ML / NLP Interviews

This blog compiles some points that might be encountered in ML / NLP interviews. Good luck (for myself and to all readers finding jobs).

Statistics
Probability
Causality, Fair ML
Models
Neural Network
Training
Natural Languages Processing specific
- NLP Basics
- Information theory
- Embedding
- Parsing

Statistics

Evaluating a model. TP / FP / TN / FN
Type 1 (false positive) and type 2 errors (false negative).
Precision (TP / (TP + FP)) vs. Recall (TP / (TP + FN)).
Sensitivity / specificity.
F1 score definitions. Micro / macro / weighted.
ROC: receiver operating characteristic) curve. True positive rate vs. false positive rate at various threshold settings.
AUC: area under (the ROC) curve.
Bias-variance tradeoff. How to decide whether the model is overfitting, looking from learning plot?
- High bias: overfit.

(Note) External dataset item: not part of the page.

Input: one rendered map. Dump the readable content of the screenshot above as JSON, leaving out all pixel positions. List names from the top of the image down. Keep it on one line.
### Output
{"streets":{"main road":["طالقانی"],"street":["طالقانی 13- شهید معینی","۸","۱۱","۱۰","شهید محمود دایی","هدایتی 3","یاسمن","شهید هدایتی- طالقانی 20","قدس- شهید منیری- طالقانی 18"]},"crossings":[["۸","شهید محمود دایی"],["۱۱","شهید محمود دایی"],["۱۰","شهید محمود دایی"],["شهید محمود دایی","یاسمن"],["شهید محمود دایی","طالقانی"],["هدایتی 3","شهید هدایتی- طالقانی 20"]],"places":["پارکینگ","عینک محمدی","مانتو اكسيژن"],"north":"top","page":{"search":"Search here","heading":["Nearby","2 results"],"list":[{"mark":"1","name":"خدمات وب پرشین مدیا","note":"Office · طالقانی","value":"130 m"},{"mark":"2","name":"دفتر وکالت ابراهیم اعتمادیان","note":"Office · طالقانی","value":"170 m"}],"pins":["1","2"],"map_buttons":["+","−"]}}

Solve with more training.
- High variance: too flexible; low generalizability. Solve with (1) regularization (2) bagging algorithm (3) using less and more simple features.
LOOCV, k-fold. They are designed to counteract the bias!

Bayes Rule: posterior = likelihood * prior / evidence.
How to compute evidence? Sum them up / integral / etc.
How to compute posterior when it is almost impossible to do the above steps? Variational inference (to maximize the variational lower bound) or Monte Carlo sampling (e.g., Metropolis-Hastings algorithm, Gibbs sampling).
Probability distribution functions (pdf).
Exponential family distribution functions. Conjugate priors (Beta prior + binomial distribution; Dirichlet prior + multinomial distribution)
Mutual information $I(X, Y) = \sum_X \sum_Y P(X, Y) log\frac{P(X, Y)}{P(X)P(Y)}$
Conditional independence $P(X|Y) = P(Y)$
Bayesian Network, d-separation.
Variable elimination.

Randomized control trials.
Rubin-Neyman causal model.
Traditional deconfounding approaches: residualization, inverse probability weighting.
Fair Learning: unfairness metrics (demographics parity, equalized opportunity)
Direct optimize unfairness: (Zemel et al., 2013)
Adversarial components: (Madras et al., 2018)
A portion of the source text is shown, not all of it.